## Problem to solve
Report each line of the data that includes the word "accent".

┌─ Data for the task

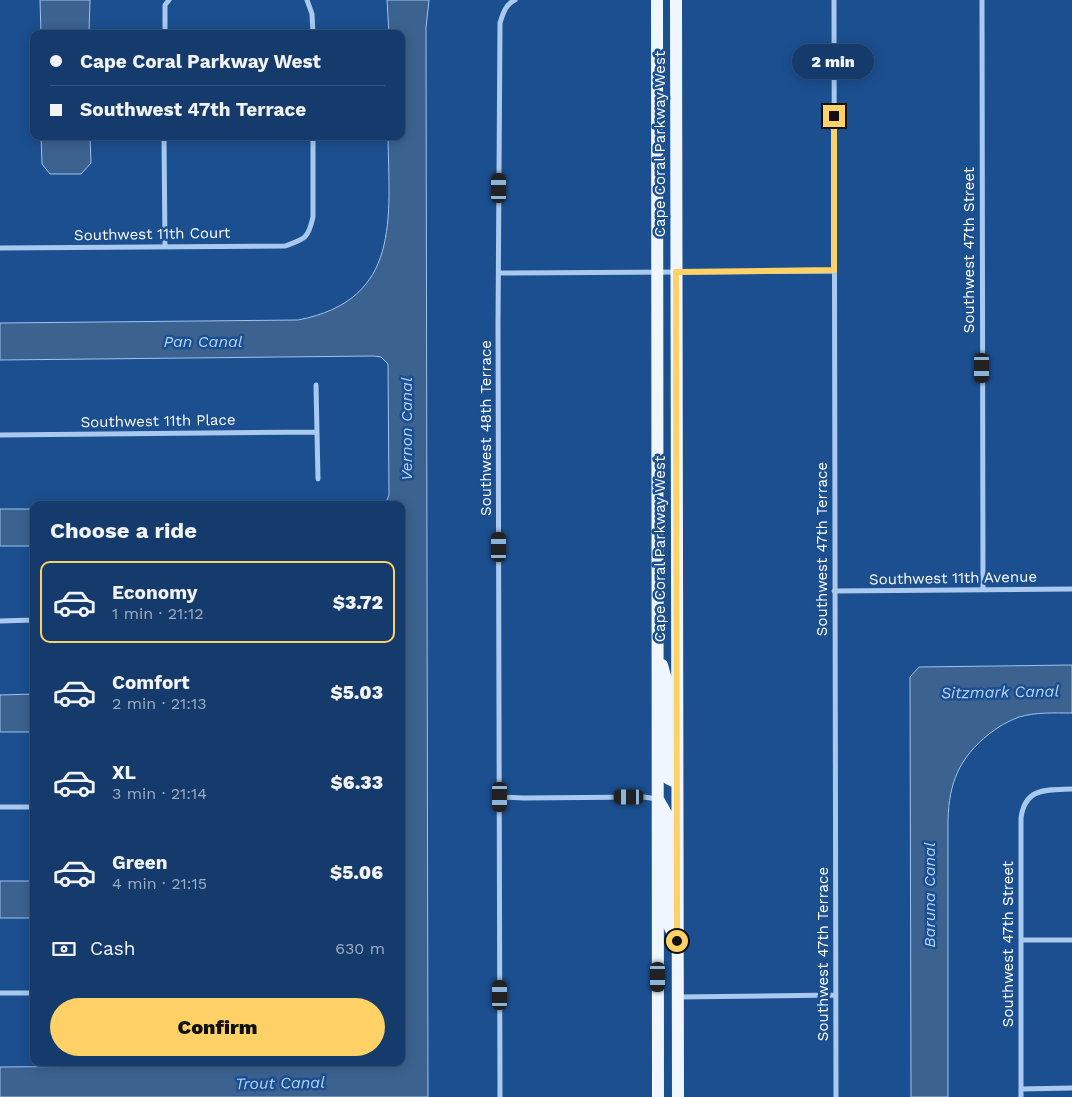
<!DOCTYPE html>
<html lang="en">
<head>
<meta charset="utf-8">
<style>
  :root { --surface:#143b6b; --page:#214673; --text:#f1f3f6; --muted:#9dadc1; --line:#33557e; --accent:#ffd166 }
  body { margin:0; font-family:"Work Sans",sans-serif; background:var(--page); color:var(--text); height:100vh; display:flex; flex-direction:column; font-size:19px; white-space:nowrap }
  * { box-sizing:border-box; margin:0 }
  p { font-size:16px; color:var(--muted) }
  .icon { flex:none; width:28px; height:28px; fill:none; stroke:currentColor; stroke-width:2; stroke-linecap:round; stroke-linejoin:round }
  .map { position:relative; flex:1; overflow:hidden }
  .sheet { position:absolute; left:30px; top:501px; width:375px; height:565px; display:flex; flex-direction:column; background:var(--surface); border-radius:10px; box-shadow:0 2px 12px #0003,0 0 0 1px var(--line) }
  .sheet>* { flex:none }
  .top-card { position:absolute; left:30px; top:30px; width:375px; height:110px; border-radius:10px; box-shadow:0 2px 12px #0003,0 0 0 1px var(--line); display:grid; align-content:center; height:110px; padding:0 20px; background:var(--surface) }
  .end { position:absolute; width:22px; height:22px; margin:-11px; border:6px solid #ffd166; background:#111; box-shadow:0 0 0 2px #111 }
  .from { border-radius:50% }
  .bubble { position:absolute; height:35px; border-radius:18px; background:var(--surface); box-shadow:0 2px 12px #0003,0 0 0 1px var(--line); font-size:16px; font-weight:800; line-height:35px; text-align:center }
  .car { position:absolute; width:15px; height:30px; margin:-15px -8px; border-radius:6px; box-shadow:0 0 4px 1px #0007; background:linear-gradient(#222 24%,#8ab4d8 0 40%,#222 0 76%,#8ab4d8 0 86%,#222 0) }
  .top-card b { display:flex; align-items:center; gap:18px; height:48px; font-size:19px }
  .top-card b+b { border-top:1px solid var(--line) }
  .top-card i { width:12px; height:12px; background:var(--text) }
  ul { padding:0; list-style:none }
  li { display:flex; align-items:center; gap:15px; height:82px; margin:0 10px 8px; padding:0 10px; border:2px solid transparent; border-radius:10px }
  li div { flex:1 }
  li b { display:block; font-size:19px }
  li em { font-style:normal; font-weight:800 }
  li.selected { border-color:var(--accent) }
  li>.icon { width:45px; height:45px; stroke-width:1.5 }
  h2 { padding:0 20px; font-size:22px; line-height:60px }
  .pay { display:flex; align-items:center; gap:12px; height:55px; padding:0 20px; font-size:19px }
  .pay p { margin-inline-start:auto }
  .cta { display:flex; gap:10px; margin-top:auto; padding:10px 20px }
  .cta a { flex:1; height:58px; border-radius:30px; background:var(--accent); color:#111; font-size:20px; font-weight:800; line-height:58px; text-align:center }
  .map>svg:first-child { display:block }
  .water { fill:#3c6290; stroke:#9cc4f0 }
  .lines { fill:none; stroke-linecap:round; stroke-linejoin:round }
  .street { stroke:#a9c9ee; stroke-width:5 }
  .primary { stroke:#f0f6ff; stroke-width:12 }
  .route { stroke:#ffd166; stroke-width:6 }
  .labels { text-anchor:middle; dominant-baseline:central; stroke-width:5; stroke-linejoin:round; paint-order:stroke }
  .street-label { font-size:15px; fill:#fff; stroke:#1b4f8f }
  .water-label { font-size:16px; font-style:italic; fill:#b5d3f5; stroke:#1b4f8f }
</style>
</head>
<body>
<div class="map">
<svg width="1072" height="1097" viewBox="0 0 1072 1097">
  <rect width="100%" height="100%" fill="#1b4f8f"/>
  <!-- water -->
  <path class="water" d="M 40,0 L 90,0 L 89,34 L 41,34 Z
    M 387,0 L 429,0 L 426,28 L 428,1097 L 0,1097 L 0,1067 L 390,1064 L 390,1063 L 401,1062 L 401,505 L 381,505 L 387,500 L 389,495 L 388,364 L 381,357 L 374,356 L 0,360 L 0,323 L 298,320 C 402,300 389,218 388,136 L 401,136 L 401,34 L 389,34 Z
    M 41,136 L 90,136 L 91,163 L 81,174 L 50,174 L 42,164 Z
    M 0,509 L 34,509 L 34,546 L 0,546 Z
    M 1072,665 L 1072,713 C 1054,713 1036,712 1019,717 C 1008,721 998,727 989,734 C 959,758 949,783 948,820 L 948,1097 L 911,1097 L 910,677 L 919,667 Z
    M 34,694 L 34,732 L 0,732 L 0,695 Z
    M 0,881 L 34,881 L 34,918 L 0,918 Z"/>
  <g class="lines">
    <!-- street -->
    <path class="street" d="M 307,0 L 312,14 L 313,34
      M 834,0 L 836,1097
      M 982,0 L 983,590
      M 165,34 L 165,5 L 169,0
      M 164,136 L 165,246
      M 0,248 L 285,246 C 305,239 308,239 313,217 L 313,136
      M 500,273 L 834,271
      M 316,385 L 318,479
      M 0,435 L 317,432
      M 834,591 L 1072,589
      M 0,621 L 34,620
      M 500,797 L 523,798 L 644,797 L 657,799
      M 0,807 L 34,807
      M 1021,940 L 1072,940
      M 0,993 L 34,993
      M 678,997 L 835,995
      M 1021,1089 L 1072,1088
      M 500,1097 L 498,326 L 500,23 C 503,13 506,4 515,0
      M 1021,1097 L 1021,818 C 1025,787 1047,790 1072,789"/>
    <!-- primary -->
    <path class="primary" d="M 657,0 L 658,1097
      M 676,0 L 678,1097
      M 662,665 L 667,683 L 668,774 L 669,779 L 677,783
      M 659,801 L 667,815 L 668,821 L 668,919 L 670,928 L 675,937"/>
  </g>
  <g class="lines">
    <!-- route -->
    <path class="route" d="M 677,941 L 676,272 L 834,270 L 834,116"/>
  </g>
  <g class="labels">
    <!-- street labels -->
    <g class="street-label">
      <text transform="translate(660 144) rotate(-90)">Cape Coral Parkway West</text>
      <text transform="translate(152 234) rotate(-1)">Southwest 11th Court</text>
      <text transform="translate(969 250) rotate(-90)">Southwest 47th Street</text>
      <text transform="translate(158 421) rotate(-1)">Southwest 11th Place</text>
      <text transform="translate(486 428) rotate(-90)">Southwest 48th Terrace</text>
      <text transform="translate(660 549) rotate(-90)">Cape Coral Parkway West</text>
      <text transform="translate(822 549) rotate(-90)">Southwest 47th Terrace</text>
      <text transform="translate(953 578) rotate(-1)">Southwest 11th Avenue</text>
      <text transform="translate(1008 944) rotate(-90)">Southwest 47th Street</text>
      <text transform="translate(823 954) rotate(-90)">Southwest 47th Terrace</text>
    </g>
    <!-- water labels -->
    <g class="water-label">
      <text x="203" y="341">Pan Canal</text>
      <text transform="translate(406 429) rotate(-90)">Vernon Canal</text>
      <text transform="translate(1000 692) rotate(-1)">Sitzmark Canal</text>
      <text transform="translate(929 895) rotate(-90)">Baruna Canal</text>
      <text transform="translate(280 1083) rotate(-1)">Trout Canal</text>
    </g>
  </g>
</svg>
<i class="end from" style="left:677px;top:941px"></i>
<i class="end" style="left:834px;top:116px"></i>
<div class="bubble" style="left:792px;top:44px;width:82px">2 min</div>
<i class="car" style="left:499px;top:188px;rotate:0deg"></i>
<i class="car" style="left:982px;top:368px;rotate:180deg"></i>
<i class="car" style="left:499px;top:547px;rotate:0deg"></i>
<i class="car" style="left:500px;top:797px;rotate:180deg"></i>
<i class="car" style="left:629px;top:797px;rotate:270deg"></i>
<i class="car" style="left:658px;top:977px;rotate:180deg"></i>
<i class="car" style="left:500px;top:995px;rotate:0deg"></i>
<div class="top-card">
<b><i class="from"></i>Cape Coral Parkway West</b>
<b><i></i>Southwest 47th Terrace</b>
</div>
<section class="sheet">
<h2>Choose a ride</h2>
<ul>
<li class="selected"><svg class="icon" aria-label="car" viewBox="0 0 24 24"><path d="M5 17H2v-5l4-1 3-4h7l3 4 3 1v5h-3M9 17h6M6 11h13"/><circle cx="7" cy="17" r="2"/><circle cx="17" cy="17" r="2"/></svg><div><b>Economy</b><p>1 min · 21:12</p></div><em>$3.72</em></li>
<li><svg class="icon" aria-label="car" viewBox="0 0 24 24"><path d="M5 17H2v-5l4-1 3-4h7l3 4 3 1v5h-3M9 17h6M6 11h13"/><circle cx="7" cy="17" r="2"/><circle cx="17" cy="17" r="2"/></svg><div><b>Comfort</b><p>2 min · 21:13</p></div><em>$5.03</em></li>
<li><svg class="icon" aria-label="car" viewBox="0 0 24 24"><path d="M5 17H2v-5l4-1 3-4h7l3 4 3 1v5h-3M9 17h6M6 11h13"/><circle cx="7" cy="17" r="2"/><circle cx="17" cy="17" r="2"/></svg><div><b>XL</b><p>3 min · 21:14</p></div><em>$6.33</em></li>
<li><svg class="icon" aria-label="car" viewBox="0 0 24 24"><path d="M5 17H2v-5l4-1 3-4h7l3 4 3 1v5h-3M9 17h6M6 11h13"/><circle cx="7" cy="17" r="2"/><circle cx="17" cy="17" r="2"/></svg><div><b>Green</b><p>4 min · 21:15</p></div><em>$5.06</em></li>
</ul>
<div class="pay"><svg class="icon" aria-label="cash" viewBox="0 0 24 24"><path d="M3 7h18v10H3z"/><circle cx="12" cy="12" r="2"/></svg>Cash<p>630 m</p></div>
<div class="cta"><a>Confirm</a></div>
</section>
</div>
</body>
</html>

└─

## Exercise solution
  :root { --surface:#143b6b; --page:#214673; --text:#f1f3f6; --muted:#9dadc1; --line:#33557e; --accent:#ffd166 }
  li.selected { border-color:var(--accent) }
  .cta a { flex:1; height:58px; border-radius:30px; background:var(--accent); color:#111; font-size:20px; font-weight:800; line-height:58px; text-align:center }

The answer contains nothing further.